Sozialversicherungen basieren auf dem Solidaritätsprinzip. Wer dieses Prinzip aushebelt, macht die Sozialkassen zum Spielball von Lobbyismus.Bert Rürup 19.12.2025 - 04:11 Uhr Artikel anhören
Rentenbescheid: Einer Umfrage zufolg hält eine klare Mehrheit die deutsche Rente langfristig für nicht sicher. Foto: dpa

Düsseldorf. Wer sein Auto versichern will, der muss eine Fülle von teils durchaus privaten Fragen beantworten: Namen, Alter und Geschlecht der Fahrer, Wohnort, Fahrleistung, Fahrzeugtyp und vieles mehr. Daraus ermitteln die Versicherer ein nahezu individuelles Risikoprofil und bestimmen auf dessen Basis eine risikoadäquate Prämie. Gleiches gilt für die privaten Kranken-, Lebens- und Rentenversicherungen. Einzahler mit aus der Perspektive des Versichertenkollektivs hohen Risiken leisten hohe Beiträge, bei niedrigen Risiken sind es hingegen geringe.
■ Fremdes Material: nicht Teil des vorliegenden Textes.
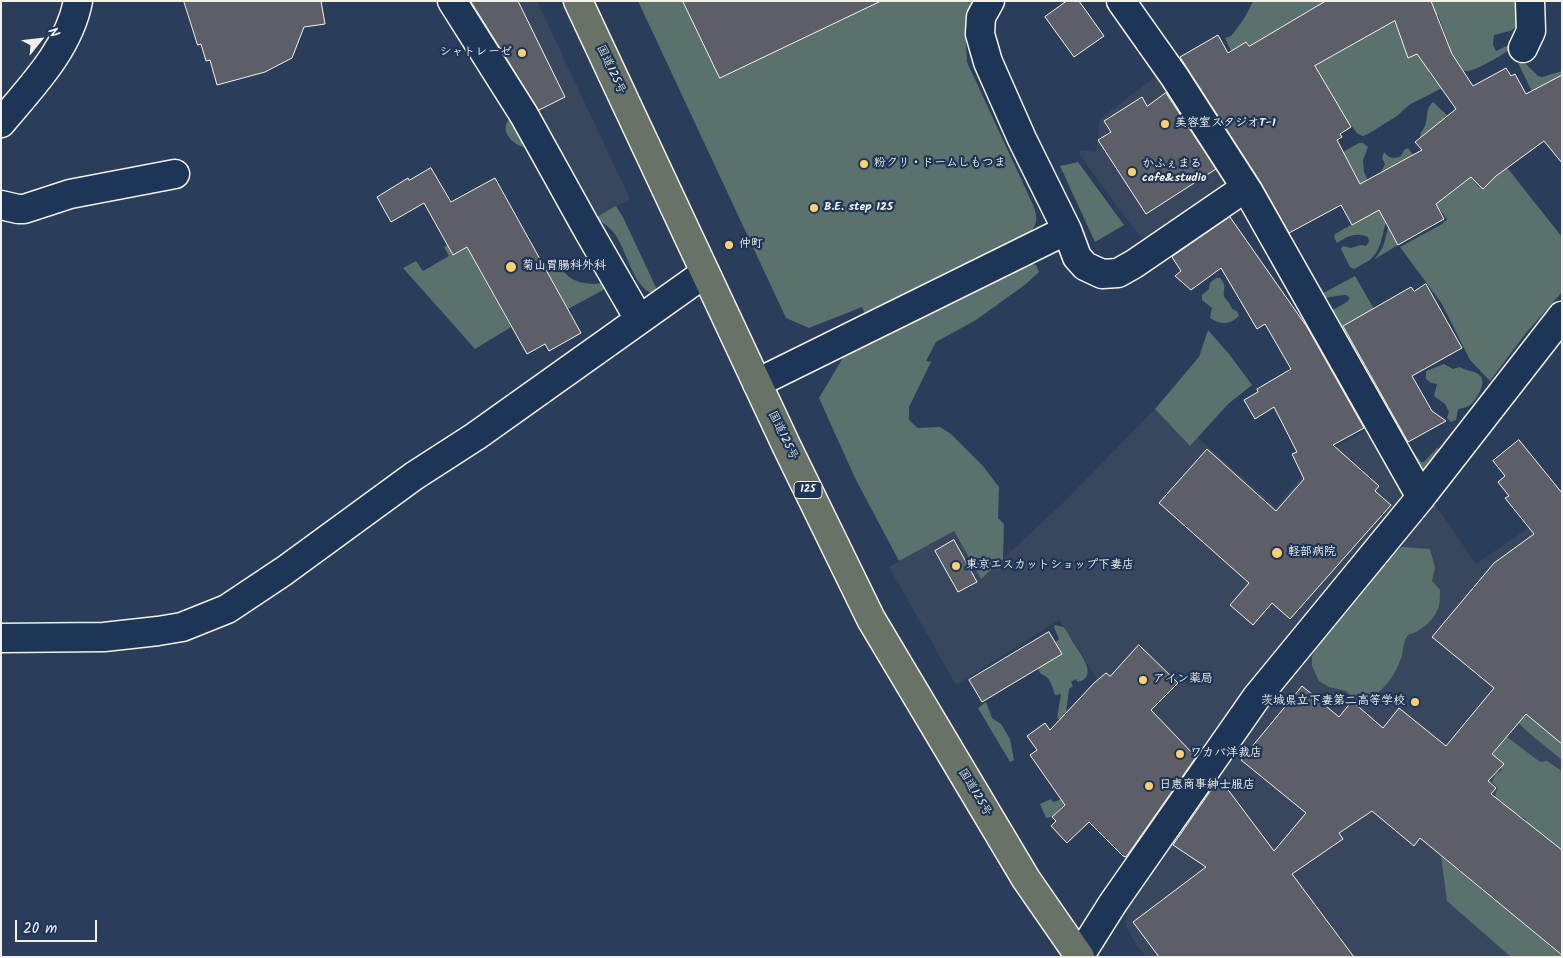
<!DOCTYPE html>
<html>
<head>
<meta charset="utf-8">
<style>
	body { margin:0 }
	#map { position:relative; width:1563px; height:958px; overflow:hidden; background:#2a3d5a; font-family:Kalam,sans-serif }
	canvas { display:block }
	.frame { position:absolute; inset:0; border:2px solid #f4f1e8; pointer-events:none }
	.north { position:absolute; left:15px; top:15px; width:50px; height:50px; -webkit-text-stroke:4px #1d3557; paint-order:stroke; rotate:61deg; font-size:14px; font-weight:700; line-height:20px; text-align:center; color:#f4f1e8 }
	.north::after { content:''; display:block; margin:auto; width:18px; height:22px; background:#f4f1e8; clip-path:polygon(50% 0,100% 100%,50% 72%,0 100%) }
	.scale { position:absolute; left:15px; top:920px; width:82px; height:22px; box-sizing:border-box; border:2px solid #f4f1e8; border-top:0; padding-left:6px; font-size:15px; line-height:18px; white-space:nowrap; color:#f4f1e8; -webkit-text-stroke:4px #1d3557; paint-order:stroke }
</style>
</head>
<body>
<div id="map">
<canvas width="1563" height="958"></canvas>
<div class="frame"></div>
<div class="north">N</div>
<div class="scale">20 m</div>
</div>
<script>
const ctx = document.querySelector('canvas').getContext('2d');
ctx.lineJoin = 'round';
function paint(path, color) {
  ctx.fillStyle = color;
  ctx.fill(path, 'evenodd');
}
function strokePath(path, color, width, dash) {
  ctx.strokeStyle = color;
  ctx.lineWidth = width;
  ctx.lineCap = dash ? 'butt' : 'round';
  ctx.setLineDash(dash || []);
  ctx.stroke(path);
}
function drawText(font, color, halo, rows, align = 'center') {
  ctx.font = font + ' Kalam,"Klee One",sans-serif';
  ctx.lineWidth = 4.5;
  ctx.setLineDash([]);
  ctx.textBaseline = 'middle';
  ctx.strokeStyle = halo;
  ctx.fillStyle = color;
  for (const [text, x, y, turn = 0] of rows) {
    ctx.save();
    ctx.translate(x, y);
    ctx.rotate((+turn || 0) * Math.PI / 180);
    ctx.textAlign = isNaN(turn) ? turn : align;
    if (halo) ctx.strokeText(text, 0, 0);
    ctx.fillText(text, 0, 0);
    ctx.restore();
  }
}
paint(new Path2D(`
	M513 1H537L630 199 595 218 468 27Z
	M1168 67 1237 174 1146 237H1141L1121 212 1080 155V150L1096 152 1100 119Z
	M1155 409 1190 446 1197 437 1276 507 1318 457 1379 423 1421 497 1151 830 1110 788 1098 681 1059 620 956 685 889 567 954 530 981 579 1063 503Z
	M1433 501 1476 564 1562 505V957H1146L1136 944 1126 926 1127 902 1229 752Z`), '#39475e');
paint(new Path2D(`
	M638 1H974L965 26 967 62 1034 207C1038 220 1037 226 1027 235L865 314 862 307 809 328 786 318Z
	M1253 1H1396L1399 33 1408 57 1417 54C1419 61 1427 65 1431 71L1429 73 1436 82 1440 79 1444 87 1409 105 1397 116 1368 134 1363 136 1358 134 1345 118 1256 59 1247 42 1231 51 1225 38 1231 36C1240 25 1247 15 1253 1Z
	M1431 1H1523L1518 26 1510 31 1494 35 1493 45 1496 51 1513 43 1514 46C1508 52 1473 73 1465 71 1459 69 1454 56 1451 51H1440L1450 47 1438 15H1436Z
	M1518 63 1526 64 1538 76 1542 77 1562 71V99L1543 114Z
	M1433 102 1448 116 1420 138C1420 131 1425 129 1426 122 1428 114 1426 108 1433 102Z
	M513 114 528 148C518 147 503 137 506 125 507 121 511 117 513 114Z
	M1359 143H1363L1368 147 1363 160 1364 172 1386 222 1380 245 1376 253 1370 260 1354 269 1350 267 1341 249 1343 246 1351 248 1361 245 1366 246 1369 242 1368 237C1356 232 1348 236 1337 243L1334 237 1335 234 1370 214 1356 175 1343 152Z
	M1408 148 1416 159 1450 191 1455 190 1471 176 1484 189 1505 165 1562 237V292L1526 333 1490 381 1470 360 1442 304 1400 247 1442 224 1447 219 1421 184 1407 158 1381 172 1385 164 1382 158 1384 152C1390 159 1393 159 1401 156L1404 150Z
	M1078 162 1124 225 1095 242 1060 166Z
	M616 206 623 217 659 294C635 297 626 247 614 233 609 226 601 222 595 218Z
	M1389 224 1392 227 1390 231 1398 245 1375 259 1383 247Z
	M448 245 453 255 467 247 511 327 475 349 403 268 416 261 423 271 449 256 444 247Z
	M554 263C560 266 561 270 566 274 575 284 592 285 605 283L607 288 568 309 544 266Z
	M1030 263 1036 265 1039 272 1026 284 976 320 936 342 926 361 931 362 909 407V420L918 428 940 427 951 434 982 465 999 487 998 518 1004 524 1003 559 981 579 954 531 899 561 855 478 819 398 844 356Z
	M1355 276 1374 309 1336 330 1329 312 1347 302 1350 298 1346 295C1335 295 1325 300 1314 298Z
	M1216 278H1220C1229 288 1221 290 1225 298 1228 302 1230 303 1232 309L1237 311 1239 316C1230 325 1221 325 1210 318L1212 308 1202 300V295L1209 289 1210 283Z
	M1208 330 1229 354 1252 385 1228 404 1190 446 1155 409 1199 357Z
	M1444 364 1453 369 1460 367C1467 372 1477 370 1481 377 1486 385 1476 400 1470 405 1466 408 1462 408 1458 409L1456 420 1451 422 1447 418 1449 412 1445 404 1434 396 1437 384 1431 383 1426 379V371Z
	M1409 446 1421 462H1424L1437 448 1439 449 1430 464 1418 473 1407 447Z
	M1402 547 1430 549 1435 568 1432 581 1440 590C1440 595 1440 601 1439 606 1436 617 1421 633 1409 634 1403 640 1404 647 1402 655 1396 676 1382 693 1363 703L1354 699 1346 691 1329 687 1319 681 1312 666V657L1319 641 1367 578 1383 567 1390 557Z
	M1055 625C1058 626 1060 626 1063 627 1067 630 1071 639 1074 644 1080 653 1099 677 1078 682L1076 679 1071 682 1073 686 1069 689 1066 713 1060 720 1057 718 1061 694 1055 695C1052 687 1051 677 1041 674L1032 659 1057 641 1059 639 1054 627Z
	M1509 700 1562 744V760L1529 733 1503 708Z
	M986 702 992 718 1001 724 1010 739 1014 760 1010 762 978 708Z
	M1507 737 1540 762 1547 761 1562 771V855L1528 826 1526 819 1507 809 1495 799 1496 792 1498 788 1492 782 1496 774 1502 770 1492 754Z
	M1064 797 1069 799 1052 817 1046 818 1040 804 1051 799 1053 802 1057 801Z
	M1441 856 1562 955V957H1511L1447 901Z`), '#5a716d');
const building = new Path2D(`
	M184 1H321L325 24 304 27 292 58 265 72 217 85 210 60 206 61 201 44 198 45Z
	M471 1H518L565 97 539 110Z
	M683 1H881L720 78Z
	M1067 1H1079L1104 36 1074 57 1045 17Z
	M1326 1H1431L1452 54 1473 86 1506 68 1511 76 1515 74 1526 94 1562 75V163L1544 141 1496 176 1483 189 1471 177 1436 204 1444 219 1398 245 1379 210 1352 225 1341 205 1289 233 1261 183 1180 57 1218 35 1228 53 1246 42 1249 46ZM1395 21 1408 58 1417 54 1456 109 1415 142 1422 150 1360 184 1337 140 1342 137 1340 134 1351 127 1315 66Z
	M1166 93 1216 169 1146 214 1098 140 1111 132 1104 121 1142 97 1147 106Z
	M431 168 451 202 495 178 581 333 549 351 545 344 527 354 467 247 453 255 424 203 391 222 377 197 408 178 409 180Z
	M1230 217 1307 327 1364 428 1333 445 1379 486 1375 491 1391 505 1290 619 1272 603 1253 625 1230 605 1249 583 1159 503 1207 449 1276 511 1304 479 1292 454 1297 452 1274 407 1255 419 1244 400 1258 392 1257 389 1291 369 1265 324 1257 329 1221 268 1191 290 1175 276 1181 271 1172 257Z
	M1426 284 1462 348 1412 376 1432 411 1446 421 1408 442 1343 326 1411 287 1414 291Z
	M1519 440 1562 493V744L1526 714 1492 754 1504 764 1488 781 1496 788 1491 794 1562 850V955L1420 838 1414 846 1372 811 1339 833 1343 839 1292 874 1354 957H1159L1133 922 1206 867 1173 845 1218 780 1229 791 1274 851 1306 813 1241 760 1302 686 1339 717 1352 701 1383 728 1399 708 1446 746 1494 688 1432 637 1494 563 1534 534 1505 498 1509 496 1498 482 1505 476 1493 461Z
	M954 540 977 582 958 592 935 551Z
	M1049 632 1062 654 982 702 969 680Z
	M1139 645 1178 683 1151 710 1196 757 1126 857 1123 856 1089 822 1067 843 1051 826 1056 821 1052 817 1065 805 1030 755 1037 750 1027 736 1045 723 1050 730 1094 683 1106 673 1110 676Z`);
paint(building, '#5d5f68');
strokePath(building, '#f4f1e8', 1);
const street = new Path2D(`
	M452 1 524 115 585 225 639 319
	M1121 1 1174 76 1248 191 1421 497
	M1523 48 1531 31 1530 1
	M1 205 18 209H24L70 194 175 174
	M1067 230 1077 257 1085 266 1102 274 1118 273 1134 264 1245 188
	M757 383 1067 230 1022 139 988 62 980 34 981 17 990 1
	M1 638 104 637 158 631 182 627 227 609 284 571 414 476 476 436 705 273
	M1079 957 1113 903 1256 698 1421 497 1562 316`);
const secondary = new Path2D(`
	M1 123C31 87 69 49 78 1`);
const highway = new Path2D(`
	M578 1 787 447 871 619 1026 879 1080 957`);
strokePath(street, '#f4f1e8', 31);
strokePath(secondary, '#f4f1e8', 31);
strokePath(highway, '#f4f1e8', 31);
strokePath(street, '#1d3557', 28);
strokePath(secondary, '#1d3557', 28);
strokePath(highway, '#697266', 28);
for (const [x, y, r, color] of [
	[522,53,5,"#ffd166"],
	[1165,124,5,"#ffd166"],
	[864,164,5,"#ffd166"],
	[1132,172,5,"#ffd166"],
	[814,208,5,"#ffd166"],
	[729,245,5,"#ffd166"],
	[511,267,6,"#ffd166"],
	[1277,553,6,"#ffd166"],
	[956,566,5,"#ffd166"],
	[1143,680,5,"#ffd166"],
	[1415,702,5,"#ffd166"],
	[1180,754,5,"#ffd166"],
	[1149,786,5,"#ffd166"]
]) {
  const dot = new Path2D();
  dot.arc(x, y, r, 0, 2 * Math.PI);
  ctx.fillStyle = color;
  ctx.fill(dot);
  strokePath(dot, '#1d3557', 2);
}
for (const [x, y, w] of [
	[808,490,28]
]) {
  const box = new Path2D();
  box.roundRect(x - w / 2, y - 8.5, w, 17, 4);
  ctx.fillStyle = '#1d3557';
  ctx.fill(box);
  strokePath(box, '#f4f1e8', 1);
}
drawText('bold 11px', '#f4f1e8', null, [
	["125",808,490]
]);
drawText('bold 12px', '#f4f1e8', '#1d3557', [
	["シャトレーゼ",512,53,"right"],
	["美容室スタジオT-1",1175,124],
	["粉クリ・ドームしもつま",874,164],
	["かふぇまる",1142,165],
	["cafe&studio",1142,179],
	["B.E. step 125",824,208],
	["仲町",739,245],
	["菊山胃腸科外科",522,267],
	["軽部病院",1288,553],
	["東京エスカットショップ下妻店",966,566],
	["アイン薬局",1153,680],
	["茨城県立下妻第二高等学校",1405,702,"right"],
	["ワカバ洋裁店",1190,754],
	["日恵商事紳士服店",1159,786]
], 'left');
drawText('12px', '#f4f1e8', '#1d3557', [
	["国道125号",610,70,65],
	["国道125号",782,436,64],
	["国道125号",974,793,59]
]);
</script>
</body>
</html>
Aus guten Gründen gilt dieses Prinzip in unseren Sozialversicherungen nicht. Jede gesetzliche Krankenkasse muss grundsätzlich jeden aufnehmen, unabhängig davon, ob er oder sie schwer krank oder kerngesund ist und welche erwarteten Kosten daraus kurz- oder langfristig resultieren können. Bei allen Zweigen der Sozialversicherungen richtet sich der Beitrag allein nach dem jeweiligen beitragspflichtigen Einkommen.

Anders als in der gesetzlichen Krankenversicherung, in der jedem Mitglied prinzipiell gleiche Leistungen zustehen, richten sich die Leistungen der Arbeitslosen- und vor allem der Rentenversicherung nach der Höhe der Beitragszahlungen, also nach dem beitragspflichtigen Einkommen. Hier gilt das Äquivalenzprinzip. Vereinfacht gesagt gilt: Wer hohe Beiträge zahlt, erhält eine dementsprechend höhere Rente als jene Versicherten mit geringeren Beitragszahlungen.

Dabei ist es für die Höhe der Rente gleichgültig, ob ein Versicherter 20 Jahre lang den doppelten Durchschnittslohn verdient und Beiträge davon entrichtet hat oder 40 Jahre zum Durchschnittslohn gearbeitet hat. Eine Umverteilung von den Besserverdienenden zu den Beziehern kleiner Renten über differenzierte Beitragssätze ist nach Maßgabe des geltenden Äquivalenzprinzips nicht vorgesehen, sieht man von der 2021 eingeführten Grundrente ab.

Nun gibt es gute Gründe, dieses Äquivalenzprinzip zu hinterfragen und die Renten von langjährigen Geringverdienern höher festzusetzen als die von Durchschnitts- oder Gutverdienern – wie dies aus verteilungspolitischen Gründen in vielen anderen Ländern üblich ist.

Risikoäquivalenz versus Solidaritätsprinzip

Würde die Politik hingegen Vorschlägen folgen, Versicherte etwa entsprechend ihrer Ausbildung unterschiedlich zu behandeln, wäre dies womöglich der Anfang vom Ende der solidarischen Rentenversicherung. Wenn für Akademiker, die durchweg später in das Arbeitsleben eintreten als Facharbeiter, ein höheres Renteneintrittsalter gelten soll, dann müsste dies erst recht für Promovierte gelten, während Schulabbrecher oder Ungelernte mit einem früheren Rentenbezug belohnt werden müssten. Ganz zu schweigen von Abgrenzungsproblemen, beispielsweise, wenn Personen nach einer Ausbildung einige Jahre gearbeitet haben und sich dann für ein Studium entschließen.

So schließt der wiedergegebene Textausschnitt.